> Try it
Please return all lines in the listing holding the word "river".
** Opening Dataset records block **
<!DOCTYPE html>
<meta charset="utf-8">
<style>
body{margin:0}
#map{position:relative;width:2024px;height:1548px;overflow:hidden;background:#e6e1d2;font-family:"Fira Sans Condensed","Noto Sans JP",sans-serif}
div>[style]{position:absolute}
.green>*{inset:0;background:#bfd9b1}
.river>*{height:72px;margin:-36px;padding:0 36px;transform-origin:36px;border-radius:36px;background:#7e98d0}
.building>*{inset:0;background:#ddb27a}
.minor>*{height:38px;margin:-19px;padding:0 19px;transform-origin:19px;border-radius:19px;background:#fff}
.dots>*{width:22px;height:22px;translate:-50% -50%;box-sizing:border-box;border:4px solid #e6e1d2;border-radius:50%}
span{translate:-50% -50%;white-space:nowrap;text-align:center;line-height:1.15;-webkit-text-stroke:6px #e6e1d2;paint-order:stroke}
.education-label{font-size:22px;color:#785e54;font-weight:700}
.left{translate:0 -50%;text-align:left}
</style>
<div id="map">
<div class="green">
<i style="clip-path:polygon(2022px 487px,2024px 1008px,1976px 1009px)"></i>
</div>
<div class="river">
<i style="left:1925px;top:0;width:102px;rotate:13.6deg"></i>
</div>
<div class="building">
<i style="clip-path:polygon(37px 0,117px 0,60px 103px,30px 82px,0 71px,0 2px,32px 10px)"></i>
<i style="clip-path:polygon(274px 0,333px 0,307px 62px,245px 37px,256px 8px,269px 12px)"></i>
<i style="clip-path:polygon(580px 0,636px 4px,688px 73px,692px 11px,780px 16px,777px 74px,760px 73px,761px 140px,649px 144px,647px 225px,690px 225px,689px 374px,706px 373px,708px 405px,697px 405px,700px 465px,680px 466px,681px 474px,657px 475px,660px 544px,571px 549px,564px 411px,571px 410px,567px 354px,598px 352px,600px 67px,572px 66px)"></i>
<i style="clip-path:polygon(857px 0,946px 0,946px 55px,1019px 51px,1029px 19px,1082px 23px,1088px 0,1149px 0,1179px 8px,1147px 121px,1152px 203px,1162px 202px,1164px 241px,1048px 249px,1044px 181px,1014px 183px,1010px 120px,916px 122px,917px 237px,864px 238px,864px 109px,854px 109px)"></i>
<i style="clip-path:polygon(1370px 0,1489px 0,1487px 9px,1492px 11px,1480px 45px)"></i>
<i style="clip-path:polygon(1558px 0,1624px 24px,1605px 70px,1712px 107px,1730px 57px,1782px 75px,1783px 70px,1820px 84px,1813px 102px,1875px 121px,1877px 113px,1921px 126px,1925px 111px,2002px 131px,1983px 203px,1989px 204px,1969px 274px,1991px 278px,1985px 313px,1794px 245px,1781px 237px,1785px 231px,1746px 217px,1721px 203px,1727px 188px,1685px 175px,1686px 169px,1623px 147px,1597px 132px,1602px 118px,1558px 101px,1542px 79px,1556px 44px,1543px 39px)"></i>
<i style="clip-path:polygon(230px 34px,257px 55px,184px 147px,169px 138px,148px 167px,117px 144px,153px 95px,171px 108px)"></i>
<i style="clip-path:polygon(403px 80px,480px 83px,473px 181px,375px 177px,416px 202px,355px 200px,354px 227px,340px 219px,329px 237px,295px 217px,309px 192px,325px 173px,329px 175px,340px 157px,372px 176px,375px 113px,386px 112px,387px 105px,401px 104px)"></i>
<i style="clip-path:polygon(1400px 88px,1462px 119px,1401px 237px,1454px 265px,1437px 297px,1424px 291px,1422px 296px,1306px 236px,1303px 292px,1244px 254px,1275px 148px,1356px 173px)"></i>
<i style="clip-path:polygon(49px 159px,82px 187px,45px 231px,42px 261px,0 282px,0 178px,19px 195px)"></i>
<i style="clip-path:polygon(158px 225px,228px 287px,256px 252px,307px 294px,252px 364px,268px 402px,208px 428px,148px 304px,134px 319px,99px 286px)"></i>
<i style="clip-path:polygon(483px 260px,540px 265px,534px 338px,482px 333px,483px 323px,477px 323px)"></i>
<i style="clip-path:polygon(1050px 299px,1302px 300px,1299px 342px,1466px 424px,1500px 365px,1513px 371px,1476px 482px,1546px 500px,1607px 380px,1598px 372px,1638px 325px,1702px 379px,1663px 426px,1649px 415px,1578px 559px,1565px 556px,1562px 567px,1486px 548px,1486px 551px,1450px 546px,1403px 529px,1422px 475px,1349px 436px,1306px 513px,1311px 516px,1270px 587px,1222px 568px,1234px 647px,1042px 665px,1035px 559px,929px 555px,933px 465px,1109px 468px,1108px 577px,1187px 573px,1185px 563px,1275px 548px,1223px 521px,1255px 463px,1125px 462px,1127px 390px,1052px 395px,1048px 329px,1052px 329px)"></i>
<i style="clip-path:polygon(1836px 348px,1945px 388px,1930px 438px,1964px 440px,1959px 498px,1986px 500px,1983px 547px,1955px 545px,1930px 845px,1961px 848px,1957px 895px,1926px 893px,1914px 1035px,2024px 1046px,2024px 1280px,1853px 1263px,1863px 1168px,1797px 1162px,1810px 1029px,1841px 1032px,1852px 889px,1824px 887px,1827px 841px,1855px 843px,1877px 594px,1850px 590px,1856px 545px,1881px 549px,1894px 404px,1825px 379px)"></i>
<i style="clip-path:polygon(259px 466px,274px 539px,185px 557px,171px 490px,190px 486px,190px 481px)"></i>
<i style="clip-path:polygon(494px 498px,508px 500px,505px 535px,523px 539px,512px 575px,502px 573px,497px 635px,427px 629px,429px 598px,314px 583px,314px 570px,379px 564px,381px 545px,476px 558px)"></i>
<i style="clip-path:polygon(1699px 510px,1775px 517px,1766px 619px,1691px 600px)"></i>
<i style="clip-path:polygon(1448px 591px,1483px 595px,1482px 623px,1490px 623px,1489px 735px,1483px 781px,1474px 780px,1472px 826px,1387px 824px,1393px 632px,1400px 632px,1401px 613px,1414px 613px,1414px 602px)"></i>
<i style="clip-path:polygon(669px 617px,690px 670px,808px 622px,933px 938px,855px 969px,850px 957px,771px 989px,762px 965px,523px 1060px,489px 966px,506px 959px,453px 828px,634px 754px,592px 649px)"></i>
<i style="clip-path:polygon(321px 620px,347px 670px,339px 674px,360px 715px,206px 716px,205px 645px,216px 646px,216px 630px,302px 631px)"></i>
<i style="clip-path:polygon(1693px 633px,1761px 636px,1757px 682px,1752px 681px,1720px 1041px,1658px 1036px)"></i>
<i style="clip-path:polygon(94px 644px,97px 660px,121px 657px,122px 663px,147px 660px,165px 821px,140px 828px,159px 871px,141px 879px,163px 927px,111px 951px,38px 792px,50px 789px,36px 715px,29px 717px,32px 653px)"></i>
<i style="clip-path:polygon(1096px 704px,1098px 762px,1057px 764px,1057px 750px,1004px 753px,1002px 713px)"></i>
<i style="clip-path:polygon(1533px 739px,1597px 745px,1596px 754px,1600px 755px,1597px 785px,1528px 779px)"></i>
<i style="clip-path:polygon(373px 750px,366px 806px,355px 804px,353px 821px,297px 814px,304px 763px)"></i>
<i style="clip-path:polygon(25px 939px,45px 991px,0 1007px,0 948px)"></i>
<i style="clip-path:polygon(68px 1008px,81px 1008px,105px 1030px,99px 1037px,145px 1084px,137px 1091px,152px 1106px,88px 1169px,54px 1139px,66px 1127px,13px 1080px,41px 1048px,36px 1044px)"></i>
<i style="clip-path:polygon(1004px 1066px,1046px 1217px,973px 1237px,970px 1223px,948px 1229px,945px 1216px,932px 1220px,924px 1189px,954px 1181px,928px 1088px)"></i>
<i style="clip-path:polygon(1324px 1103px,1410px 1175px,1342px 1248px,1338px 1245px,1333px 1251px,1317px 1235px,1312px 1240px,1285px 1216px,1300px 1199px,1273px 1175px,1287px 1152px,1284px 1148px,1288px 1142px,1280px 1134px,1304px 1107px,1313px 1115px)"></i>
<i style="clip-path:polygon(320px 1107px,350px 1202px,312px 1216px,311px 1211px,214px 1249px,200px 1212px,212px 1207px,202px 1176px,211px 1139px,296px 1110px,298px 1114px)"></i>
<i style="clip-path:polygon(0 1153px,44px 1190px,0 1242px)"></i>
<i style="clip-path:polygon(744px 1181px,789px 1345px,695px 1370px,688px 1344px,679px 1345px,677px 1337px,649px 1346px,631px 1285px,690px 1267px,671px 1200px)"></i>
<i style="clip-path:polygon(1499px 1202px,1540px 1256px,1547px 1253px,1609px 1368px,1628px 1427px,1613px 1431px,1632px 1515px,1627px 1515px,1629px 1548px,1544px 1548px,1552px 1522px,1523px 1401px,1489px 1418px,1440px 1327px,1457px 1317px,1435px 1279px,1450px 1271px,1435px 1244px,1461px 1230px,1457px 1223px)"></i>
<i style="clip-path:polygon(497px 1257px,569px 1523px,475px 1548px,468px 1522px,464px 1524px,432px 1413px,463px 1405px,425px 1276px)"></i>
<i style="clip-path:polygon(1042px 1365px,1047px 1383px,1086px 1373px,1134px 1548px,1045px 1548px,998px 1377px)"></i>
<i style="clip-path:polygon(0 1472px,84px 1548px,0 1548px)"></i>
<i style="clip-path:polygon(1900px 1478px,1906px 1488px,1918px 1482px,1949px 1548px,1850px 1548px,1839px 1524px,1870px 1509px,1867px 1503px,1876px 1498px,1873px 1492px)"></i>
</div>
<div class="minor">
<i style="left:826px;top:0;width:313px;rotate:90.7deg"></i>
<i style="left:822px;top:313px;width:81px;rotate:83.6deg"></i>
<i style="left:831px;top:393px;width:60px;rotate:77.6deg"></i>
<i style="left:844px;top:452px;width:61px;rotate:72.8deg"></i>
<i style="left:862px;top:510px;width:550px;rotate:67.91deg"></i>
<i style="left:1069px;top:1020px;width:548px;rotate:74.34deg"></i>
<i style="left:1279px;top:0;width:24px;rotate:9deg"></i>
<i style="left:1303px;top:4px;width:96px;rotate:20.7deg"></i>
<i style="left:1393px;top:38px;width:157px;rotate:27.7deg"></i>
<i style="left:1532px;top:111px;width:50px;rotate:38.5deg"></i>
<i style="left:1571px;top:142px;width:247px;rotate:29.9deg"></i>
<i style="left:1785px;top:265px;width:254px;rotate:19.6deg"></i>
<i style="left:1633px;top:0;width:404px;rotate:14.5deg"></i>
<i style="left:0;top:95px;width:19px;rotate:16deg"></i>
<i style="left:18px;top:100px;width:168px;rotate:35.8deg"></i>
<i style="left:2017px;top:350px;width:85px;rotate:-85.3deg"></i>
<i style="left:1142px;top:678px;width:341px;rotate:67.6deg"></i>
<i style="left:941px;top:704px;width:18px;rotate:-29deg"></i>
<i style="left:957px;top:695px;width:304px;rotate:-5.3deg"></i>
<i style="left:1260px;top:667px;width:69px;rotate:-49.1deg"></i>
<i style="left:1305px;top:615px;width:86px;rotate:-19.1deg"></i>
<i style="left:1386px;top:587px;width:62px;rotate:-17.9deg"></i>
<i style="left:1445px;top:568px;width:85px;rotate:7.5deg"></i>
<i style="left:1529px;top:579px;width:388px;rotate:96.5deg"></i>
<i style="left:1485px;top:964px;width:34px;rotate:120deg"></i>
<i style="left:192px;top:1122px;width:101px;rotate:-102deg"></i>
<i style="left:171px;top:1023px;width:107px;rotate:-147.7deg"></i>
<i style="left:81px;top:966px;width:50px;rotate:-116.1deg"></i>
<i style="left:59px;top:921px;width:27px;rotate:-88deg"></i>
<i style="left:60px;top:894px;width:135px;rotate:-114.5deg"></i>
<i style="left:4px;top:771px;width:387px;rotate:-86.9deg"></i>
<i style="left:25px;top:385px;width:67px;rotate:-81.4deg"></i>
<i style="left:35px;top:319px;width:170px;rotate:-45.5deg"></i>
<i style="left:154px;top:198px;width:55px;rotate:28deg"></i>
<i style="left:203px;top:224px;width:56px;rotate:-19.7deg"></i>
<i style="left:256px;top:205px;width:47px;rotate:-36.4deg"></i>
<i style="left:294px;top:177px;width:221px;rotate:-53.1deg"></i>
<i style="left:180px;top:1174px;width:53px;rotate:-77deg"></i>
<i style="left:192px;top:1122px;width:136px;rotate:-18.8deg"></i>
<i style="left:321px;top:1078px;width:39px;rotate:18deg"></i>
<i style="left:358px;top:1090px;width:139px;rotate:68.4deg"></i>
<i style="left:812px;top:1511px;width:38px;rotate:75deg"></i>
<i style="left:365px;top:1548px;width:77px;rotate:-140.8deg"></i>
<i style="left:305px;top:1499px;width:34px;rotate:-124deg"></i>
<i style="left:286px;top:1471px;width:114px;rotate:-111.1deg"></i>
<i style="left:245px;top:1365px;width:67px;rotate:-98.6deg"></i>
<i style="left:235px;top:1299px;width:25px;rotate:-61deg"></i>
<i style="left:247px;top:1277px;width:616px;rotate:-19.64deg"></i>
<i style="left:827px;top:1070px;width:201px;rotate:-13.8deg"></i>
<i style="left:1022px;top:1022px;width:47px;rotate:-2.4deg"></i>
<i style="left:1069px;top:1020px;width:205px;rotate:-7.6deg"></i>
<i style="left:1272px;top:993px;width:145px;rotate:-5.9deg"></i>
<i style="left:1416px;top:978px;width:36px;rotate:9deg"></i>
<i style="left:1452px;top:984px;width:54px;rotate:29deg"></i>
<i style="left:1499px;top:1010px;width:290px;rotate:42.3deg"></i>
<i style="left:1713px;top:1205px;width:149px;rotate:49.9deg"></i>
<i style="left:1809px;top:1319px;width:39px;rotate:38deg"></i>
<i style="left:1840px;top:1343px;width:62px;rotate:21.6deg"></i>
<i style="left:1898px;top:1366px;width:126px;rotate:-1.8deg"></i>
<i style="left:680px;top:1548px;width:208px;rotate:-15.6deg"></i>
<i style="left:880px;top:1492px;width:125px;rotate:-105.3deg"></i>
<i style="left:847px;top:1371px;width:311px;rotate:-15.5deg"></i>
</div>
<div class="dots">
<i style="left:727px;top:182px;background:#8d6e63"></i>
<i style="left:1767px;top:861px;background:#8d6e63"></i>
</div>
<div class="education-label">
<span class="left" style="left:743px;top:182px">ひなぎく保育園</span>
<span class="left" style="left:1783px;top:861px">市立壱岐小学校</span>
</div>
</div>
** Closing Dataset records block **
> Answer to the exercise
.river>*{height:72px;margin:-36px;padding:0 36px;transform-origin:36px;border-radius:36px;background:#7e98d0}
<div class="river">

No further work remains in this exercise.